Directions: Count how many lines of the material hold "rows". Respond with that number alone.
=== Provided entries ===
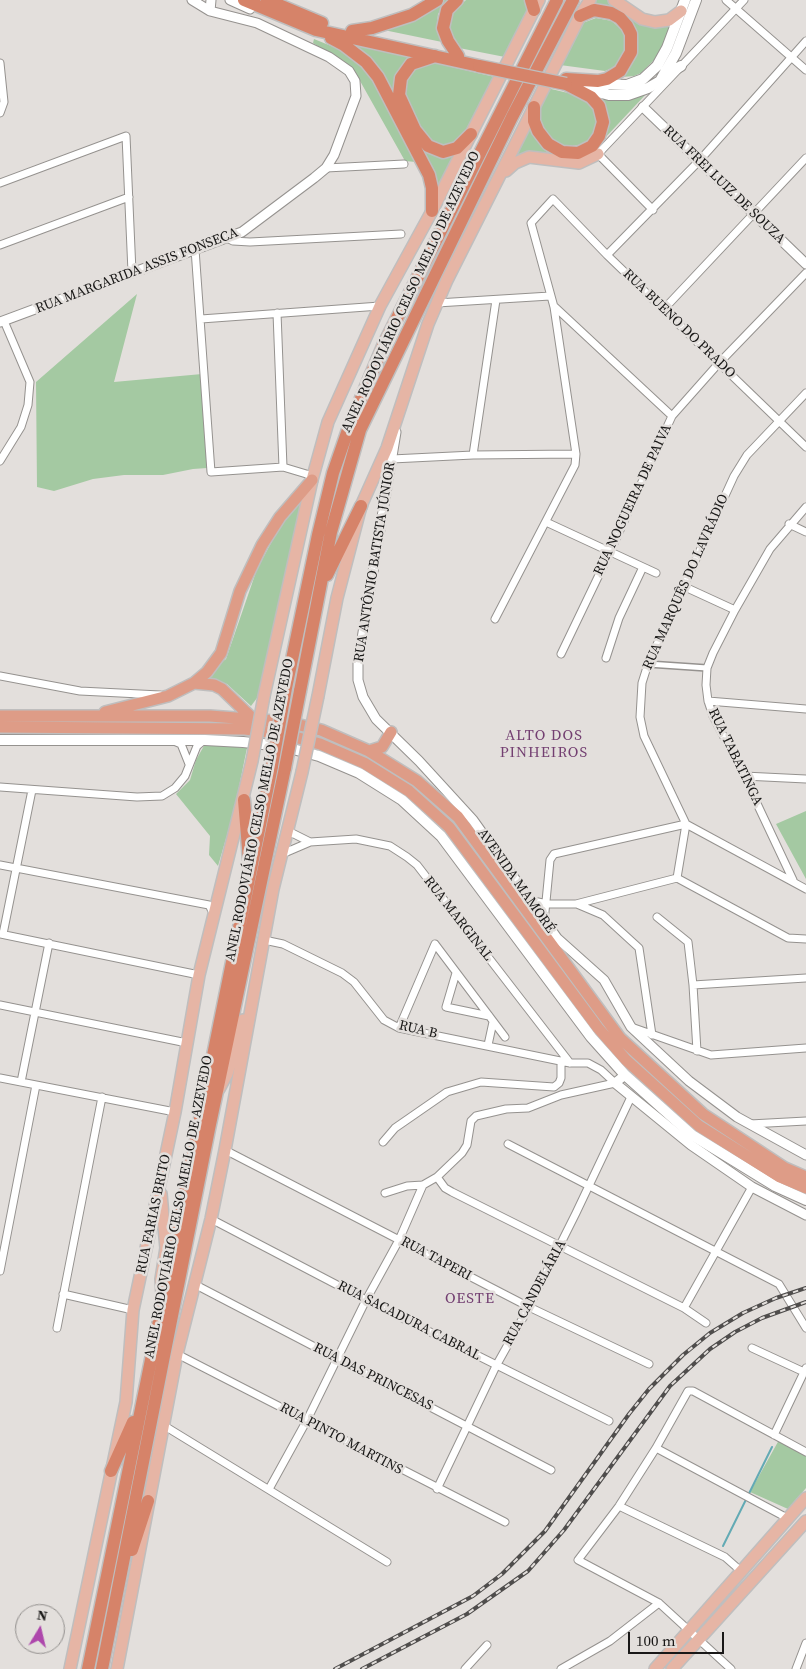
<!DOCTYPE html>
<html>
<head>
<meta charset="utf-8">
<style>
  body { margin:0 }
  #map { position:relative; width:806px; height:1669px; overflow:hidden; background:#e3dfdc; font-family:"Source Serif 4",serif }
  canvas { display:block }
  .north { position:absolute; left:15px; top:1604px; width:50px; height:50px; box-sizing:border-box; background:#e3dfdc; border:1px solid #928f8d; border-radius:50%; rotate:9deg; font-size:14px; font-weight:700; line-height:20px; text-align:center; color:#191817 }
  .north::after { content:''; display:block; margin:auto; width:18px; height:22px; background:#ae47ac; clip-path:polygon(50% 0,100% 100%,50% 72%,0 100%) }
  .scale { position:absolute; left:628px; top:1632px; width:96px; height:22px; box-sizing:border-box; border:2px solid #191817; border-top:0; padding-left:6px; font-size:15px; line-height:18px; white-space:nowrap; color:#191817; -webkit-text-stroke:4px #e3dfdc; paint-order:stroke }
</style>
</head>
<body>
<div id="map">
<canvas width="806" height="1669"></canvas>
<div class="north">N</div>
<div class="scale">100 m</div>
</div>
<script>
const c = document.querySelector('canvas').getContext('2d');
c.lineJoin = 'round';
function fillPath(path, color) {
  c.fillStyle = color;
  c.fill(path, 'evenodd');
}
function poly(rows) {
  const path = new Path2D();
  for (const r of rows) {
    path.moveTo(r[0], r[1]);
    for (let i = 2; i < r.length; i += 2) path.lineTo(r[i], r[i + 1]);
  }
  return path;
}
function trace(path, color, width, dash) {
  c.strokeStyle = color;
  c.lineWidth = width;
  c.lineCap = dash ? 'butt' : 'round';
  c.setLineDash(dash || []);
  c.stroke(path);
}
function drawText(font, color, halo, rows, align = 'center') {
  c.font = font + ' "Source Serif 4",serif';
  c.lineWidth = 5;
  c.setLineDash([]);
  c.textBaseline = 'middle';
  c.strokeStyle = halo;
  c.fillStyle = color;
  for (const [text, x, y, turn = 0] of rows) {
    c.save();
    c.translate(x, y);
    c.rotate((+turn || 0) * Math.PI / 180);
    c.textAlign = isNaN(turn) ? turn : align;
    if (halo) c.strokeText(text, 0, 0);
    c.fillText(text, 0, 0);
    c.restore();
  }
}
const green = poly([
  [442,0,448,0,438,14,437,24,442,42,379,29],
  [466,0,525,0,528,13,505,57,459,48,456,45,448,28,451,14],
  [594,0,609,0,670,24,667,39,656,58,641,73,634,76,622,77,634,61,638,46,636,34,592,4],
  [596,18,612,21,624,32,627,47,617,66,605,71,560,65,580,24],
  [314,39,341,50,353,57,368,73,416,162,405,161,355,72,342,61,313,43],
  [350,43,414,58,399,74,419,142,456,155,436,191,424,162],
  [430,62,495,77,463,140,447,147,430,143,402,96,410,71],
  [547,88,589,98,600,123,589,140,580,145,565,147,547,138,538,116],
  [648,92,603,140,599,97],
  [530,124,536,140,550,155,515,159],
  [137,294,114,382,202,374,207,468,193,469,163,475,124,475,93,479,54,491,37,487,36,382],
  [307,488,266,686,251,706,227,684,203,676,226,659,257,569,284,519],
  [205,744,247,748,234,811,218,866,209,855,210,836,176,794,190,780,196,760],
  [806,811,806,879,776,824],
  [779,1440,806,1456,806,1488,788,1509,750,1492]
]);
const stream = poly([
  [723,1546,772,1447]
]);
const pedestrian = poly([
  [648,664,707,668]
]);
const minor = poly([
  [726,0,806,70],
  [0,63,4,102,0,113],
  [326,168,404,164],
  [0,183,126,136,132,272],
  [653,210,598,154,744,0],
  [227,238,233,241,250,242,401,234],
  [0,245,129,197],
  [195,249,211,472,283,467,313,476],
  [607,255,699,161,806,41],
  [437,303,550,296],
  [555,307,672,416],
  [663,310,806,158],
  [277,313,283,467],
  [201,319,380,306],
  [473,455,496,300],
  [392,459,473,455,576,454],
  [0,461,21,427,28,405,30,382,4,321],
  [546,522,656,573],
  [789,524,806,532],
  [685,587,735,610],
  [495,619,575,465,576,454,554,307,531,223,553,199,607,255,806,447],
  [561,654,610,552,672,416,719,363,806,273],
  [606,658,619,618,643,567],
  [0,676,80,691,160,695],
  [708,701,806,709],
  [174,741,181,744,189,764],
  [744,776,806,779],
  [0,787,137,797,162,796,175,788,185,776,197,746,204,740],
  [686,824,806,889],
  [288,831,310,842],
  [282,854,310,842,356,839,390,846,407,857,417,865,570,1063],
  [0,865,209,905,213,913],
  [677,878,686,824,644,736,640,717,642,683,648,664,734,476,747,455,806,393],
  [793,880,744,776,713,716,708,701,706,685,707,668,713,653,735,610,770,549,806,507],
  [529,900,547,904,576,904,677,878,788,938,806,939],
  [577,904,603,915,639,948,652,1035],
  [657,917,688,942,693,985,697,1051],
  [544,922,550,860,554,854,686,824],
  [0,934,199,975],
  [3,934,32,790],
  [264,940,283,944,342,973,354,982,384,1020,399,1028,570,1063,588,1063,601,1070,615,1083,561,1095,528,1108,506,1109,476,1116,471,1121,467,1145,462,1153,437,1177,423,1185,407,1186,385,1193],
  [456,973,446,1007,489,1016],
  [693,985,806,978],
  [0,1005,187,1043],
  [399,1028,435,944,505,1037],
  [634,1028,711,1055,806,1048],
  [488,1045,493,1022],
  [0,1078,175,1112],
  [21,1082,49,943],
  [750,1124,806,1121],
  [383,1142,395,1128,447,1092,481,1082,554,1087,559,1083,561,1078,561,1061],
  [508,1144,779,1284,806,1328],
  [225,1150,529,1307,649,1364],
  [437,1177,445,1188,452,1192,684,1308,706,1323],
  [211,1219,366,1300,609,1421],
  [0,1271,36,1085],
  [194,1284,551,1470],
  [63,1294,133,1310],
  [684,1308,752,1187],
  [57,1328,102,1097],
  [752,1348,804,1372],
  [177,1354,505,1522],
  [163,1425,387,1562],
  [774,1435,806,1368],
  [656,1448,789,1519],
  [269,1489,307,1420,366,1300,399,1240,423,1185],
  [437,1489,496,1366,529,1307,576,1213,631,1097],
  [619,1506,725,1557,742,1572],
  [465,1669,487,1645],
  [561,1669,610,1641,659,1603],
  [731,1669,659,1603,578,1560,619,1506,656,1448,688,1391,693,1391,806,1452],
  [796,1669,806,1643]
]);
const tertiary = poly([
  [230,0,250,9],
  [210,11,211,0],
  [643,107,806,264],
  [0,322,242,232,314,178,326,168,334,155,356,96,355,81,349,71,329,57,257,23,210,11,192,0],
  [396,432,358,663,358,680,363,697,376,719,419,761,473,820,557,938,604,980,631,1027,689,1081,737,1117,806,1155],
  [625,1075,615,1083,691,1145,752,1187,806,1215]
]);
const secondary = poly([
  [664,76,681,66],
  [596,84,627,85,643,79,657,66,667,48,685,0],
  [580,87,609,95,628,95,648,88,660,81,676,53,696,0],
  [0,740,205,740,243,742,282,746,319,756,359,773,402,800,441,836,591,1037,625,1075,692,1135,775,1186,806,1200]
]);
const primary = poly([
  [614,0,642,19,655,22,669,20,681,11],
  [506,171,515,163,529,157,579,163,598,154],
  [264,696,312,480,328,422,380,306,432,211,539,0],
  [318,696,337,598,361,506,387,448,428,324,447,280,580,16,590,0],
  [219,1089,227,1074,243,1020],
  [161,1194,166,1248,161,1279,162,1295],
  [70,1669,126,1402,133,1310,175,1112,199,975,252,761],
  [117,1669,177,1354,211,1219,225,1150,273,889,302,772],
  [655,1669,806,1498],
  [672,1669,806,1521]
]);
const trunk = poly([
  [194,683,214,685,222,689,253,719],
  [105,712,168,696,194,683,207,672,221,653,240,591,262,545,280,517,312,480],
  [0,716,210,716,287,722,321,730,369,751,417,781,458,817,620,1038,703,1114,785,1168,806,1177],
  [0,727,245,729,284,734,320,744,364,763,409,791,449,827,598,1028,626,1060,699,1126,780,1177,806,1188],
  [369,751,382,747,391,732]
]);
const motorway = poly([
  [244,0,316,30,479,66],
  [267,0,322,23],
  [457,0,447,10,443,28,448,41,458,56],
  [531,0,534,10],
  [352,31,372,28,412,15,437,0],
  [331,38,344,45,366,62,378,77,429,175,432,188,432,211],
  [435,56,411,64,401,78,399,95,415,130,428,146,443,152,457,148,471,134],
  [566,79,598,81,607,79,620,71,631,52,631,34,627,26,620,18,611,13,594,10,580,16],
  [534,107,534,121,538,131,548,144,562,152,578,153,592,146,599,136,603,122,599,106,591,97,566,84],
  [327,575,361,506],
  [286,688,318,535,333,473,349,427,384,344,557,0],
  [300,691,331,532,360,430,512,117,573,0],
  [244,800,249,860],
  [111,1471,133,1422],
  [132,1550,148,1501],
  [88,1669,272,766],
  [102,1669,209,1129,285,768]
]);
const rail = poly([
  [335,1669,473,1596,502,1574,545,1531,629,1414,649,1389,683,1355,710,1333,743,1313,776,1298,806,1288],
  [362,1669,467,1614,528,1571,564,1530,670,1386,710,1349,735,1332,762,1318,806,1302]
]);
const primaryBridge = poly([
  [252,761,264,696],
  [302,772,318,696]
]);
const motorwayBridge = poly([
  [479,66,566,84],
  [272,766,286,688],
  [285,768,300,691]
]);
const streetNames = [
  ["RUA FREI LUIZ DE SOUZA",724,185,44],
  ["RUA MARGARIDA ASSIS FONSECA",137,271,-21],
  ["ANEL RODOVIÁRIO CELSO MELLO DE AZEVEDO",411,292,-65],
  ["RUA BUENO DO PRADO",679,324,44],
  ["RUA NOGUEIRA DE PAIVA",633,500,-65],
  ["RUA ANTÔNIO BATISTA JÚNIOR",375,562,-81],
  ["RUA MARQUÊS DO LAVRÁDIO",686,582,-66],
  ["RUA TABATINGA",735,757,64],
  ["ANEL RODOVIÁRIO CELSO MELLO DE AZEVEDO",260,810,-79],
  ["AVENIDA MAMORÉ",516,881,55],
  ["RUA MARGINAL",458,919,52],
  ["RUA B",418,1030,13],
  ["ANEL RODOVIÁRIO CELSO MELLO DE AZEVEDO",179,1207,-79],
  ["RUA FARIAS BRITO",154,1214,-78],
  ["RUA TAPERI",436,1259,28],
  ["RUA CANDELÁRIA",535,1293,-62],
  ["RUA SACADURA CABRAL",409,1321,27],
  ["RUA DAS PRINCESAS",373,1377,27],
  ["RUA PINTO MARTINS",341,1439,28]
];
const neighbourhoodNames = [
  ["ALTO DOS",544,736],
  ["PINHEIROS",544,753],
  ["OESTE",470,1299]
];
fillPath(green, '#a4c9a2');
trace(stream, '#63aab4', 2);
trace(pedestrian, '#95928f', 8);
trace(minor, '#95928f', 9);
trace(tertiary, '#95928f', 11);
trace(secondary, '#95928f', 12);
trace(primary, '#bfbebe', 14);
trace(trunk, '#bfbebe', 14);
trace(motorway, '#bfbebe', 15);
trace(pedestrian, '#fff', 5);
trace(minor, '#fff', 7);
trace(tertiary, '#fff', 9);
trace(secondary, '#fff', 10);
trace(primary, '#e6b5a5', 11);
trace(trunk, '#de9c87', 11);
trace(motorway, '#d68369', 12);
trace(rail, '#4f4d4c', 4);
trace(rail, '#e3dfdc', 2, [5.5]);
trace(primaryBridge, '#bfbebe', 14, []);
trace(motorwayBridge, '#bfbebe', 15, []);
trace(primaryBridge, '#e6b5a5', 11);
trace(motorwayBridge, '#d68369', 12);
drawText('14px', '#191817', '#e3dfdc', streetNames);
c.letterSpacing = '1px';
drawText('15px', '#733f71', '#e3dfdc', neighbourhoodNames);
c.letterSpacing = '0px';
</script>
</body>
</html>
===
Your response: 4